И она смеясь приблизилась к зеркалу, старому, пожелтевшему, из которого извергался снежный свет солнечного февральского дня, стала рассматривать свое лицо, капризно морща переносицу, разглаживая мизинцем брови, затем спросила превесело:
— Па, ты не ждешь гостей?
— Нет.
— К тебе никто не должен приехать?
— Никто. Почему ты спрашиваешь?
Она потрогала мочки ушей, где серебристо поблескивали серьги.
— Па, можно тебя ограбить? Ты понимаешь, о чем я говорю, и если у тебя нет, то так и пойму: нет. Я не обижусь и доживу до стипендии… хотя то, что я видела, стоит пять моих стипендий. Баловство, разврат, антипедагогично, порча молодого поколения. А… можно, а?
— Какова причина ограбления? — спросил Васильев, вытер тряпкой руки, открыл дверцу тумбочки и выдвинул ящик, где лежали деньги. — Не секрет, Вика?
— Серьги. С великолепными изумрудиками на висюльках. Впрочем, нет, не надо. Они не очень хорошие. Просто они даже безвкусные, невероятно глупые, и все комодообразные бабы, мещанские каракатицы, будут останавливать меня на улице и спрашивать, где я купила. Отвратительно!..
Она повернулась от зеркала с брезгливым сопротивлением, но заулыбалась навстречу озадаченному взгляду Васильева, не совсем прочно задвинувшего ящик в тумбочке, и быстро приблизилась к нему и не, поцеловала, а коснулась кончиком носа его щеки, говоря:
— Па, немножко помни о нас. Мы не такие уж плохие и не такие уж хорошие, но все-таки женщины, а ты у нас один. Пока!
Уже в тот момент, когда Виктория направилась к двери, зазвонил телефон, она оглянулась на отца, с озорной решимостью спрашивая его поднятыми бровями: «Помочь, а?» — и сняла трубку, произнесла не без манерной протяжности: «Да-а», — и после минутной паузы, наслаждаясь некой разыгрываемой ролью, заговорила тоном неприступного высокомерия:
— Вы ошиблись: Вики нет дома. Есть Виктория, точнее — Виктория Владимировна. Пожалуйста. Я принимаю ваши извинения и прошу в следующий раз не называть меня так. Насколько мне известно, вика — какая-то трава, как клевер или какой-то горох, известно вам это? Я сказала, что принимаю ваши рыцарские извинения. Нет, его нет в мастерской, он вышел. Когда будет, не знаю. А что ему передать? Кто звонил? Ах, еще позвоните? Всего хорошего.
Она положила трубку, мимолетно сказала:
— Не назвался. Но, по-моему, Колицын. Жирный голос преуспевающего солиста оперного театра. Наверняка ты ему нужен. — Она заулыбалась, прощально помахала пальцами. — Па, не забывай нас! Я пошла.

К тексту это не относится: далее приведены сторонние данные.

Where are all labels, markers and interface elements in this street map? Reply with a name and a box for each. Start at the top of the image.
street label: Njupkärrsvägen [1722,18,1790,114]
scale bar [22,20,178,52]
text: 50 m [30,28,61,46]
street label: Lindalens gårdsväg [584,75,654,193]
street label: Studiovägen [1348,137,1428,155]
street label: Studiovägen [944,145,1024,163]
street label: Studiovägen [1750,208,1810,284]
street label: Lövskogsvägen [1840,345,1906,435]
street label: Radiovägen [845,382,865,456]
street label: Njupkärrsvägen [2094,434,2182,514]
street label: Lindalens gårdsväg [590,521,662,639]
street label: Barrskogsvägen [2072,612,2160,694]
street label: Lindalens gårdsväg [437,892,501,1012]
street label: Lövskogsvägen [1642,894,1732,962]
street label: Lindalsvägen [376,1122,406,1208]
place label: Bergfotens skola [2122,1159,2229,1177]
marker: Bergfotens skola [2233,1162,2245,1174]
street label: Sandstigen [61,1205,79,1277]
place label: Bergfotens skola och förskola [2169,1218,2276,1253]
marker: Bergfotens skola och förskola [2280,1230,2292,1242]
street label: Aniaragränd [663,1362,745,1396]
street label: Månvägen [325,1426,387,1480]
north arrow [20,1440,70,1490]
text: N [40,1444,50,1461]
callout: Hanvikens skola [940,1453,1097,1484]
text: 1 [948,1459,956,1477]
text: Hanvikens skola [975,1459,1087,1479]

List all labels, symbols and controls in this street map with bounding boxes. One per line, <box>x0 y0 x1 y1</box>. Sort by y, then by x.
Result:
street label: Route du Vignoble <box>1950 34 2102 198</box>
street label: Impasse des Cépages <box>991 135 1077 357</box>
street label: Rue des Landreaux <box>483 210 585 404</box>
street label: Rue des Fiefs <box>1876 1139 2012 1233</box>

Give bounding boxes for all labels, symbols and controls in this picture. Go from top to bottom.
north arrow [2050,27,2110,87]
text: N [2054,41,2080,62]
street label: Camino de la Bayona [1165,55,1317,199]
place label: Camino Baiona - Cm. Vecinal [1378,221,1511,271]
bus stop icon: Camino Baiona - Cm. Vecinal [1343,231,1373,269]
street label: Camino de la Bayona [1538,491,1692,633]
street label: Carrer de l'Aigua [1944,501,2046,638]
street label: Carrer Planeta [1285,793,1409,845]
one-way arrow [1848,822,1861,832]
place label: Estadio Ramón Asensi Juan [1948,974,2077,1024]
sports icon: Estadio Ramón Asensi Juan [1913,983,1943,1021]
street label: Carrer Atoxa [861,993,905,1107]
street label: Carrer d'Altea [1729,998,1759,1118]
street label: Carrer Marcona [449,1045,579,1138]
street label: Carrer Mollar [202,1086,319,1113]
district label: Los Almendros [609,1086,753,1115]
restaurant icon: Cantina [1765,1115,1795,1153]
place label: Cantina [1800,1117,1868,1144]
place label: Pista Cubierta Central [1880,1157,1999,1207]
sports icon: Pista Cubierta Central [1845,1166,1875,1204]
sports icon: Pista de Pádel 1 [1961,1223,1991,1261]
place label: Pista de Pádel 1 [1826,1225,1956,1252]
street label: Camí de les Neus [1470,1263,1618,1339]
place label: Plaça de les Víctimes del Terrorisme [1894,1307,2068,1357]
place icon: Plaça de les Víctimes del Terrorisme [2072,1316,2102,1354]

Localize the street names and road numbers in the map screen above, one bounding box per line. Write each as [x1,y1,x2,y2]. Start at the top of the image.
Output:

«Я не хочу никого видеть в этом гадком мире!» — вспомнил он рыдающий вскрик дочери во время болезни два года назад, но вспомнил без прежней остроты, с притупившейся болью, когда стук сапожек Виктории замолк в коридоре, и подумал, что она дерзкой, наигранной легкостью отстраняет, заглушает в себе то, полностью незарубцевавшееся, и что им тоже не забыто потрясшее его тогда отчаяние больной дочери, которую он до той болезни, казалось, почти не знал, считая почти милым ребенком, иногда проявляющим взрослость.
Потом Васильев ходил по мастерской и сбоку смотрел на незаконченный портрет Щеглова, неточный в переходах, чересчур нервных, жестких, торопливых, и, неудовлетворенный, совершенно недовольный сегодняшним утром, вновь возвращался мыслями к Марии, к Виктории, и его, тихо тревожа, словно непреодоленная давняя вина, не покидала душевная расслабленность, что время от времени стало повторяться с ним в последние годы, когда он утомлялся от работы и бывал один.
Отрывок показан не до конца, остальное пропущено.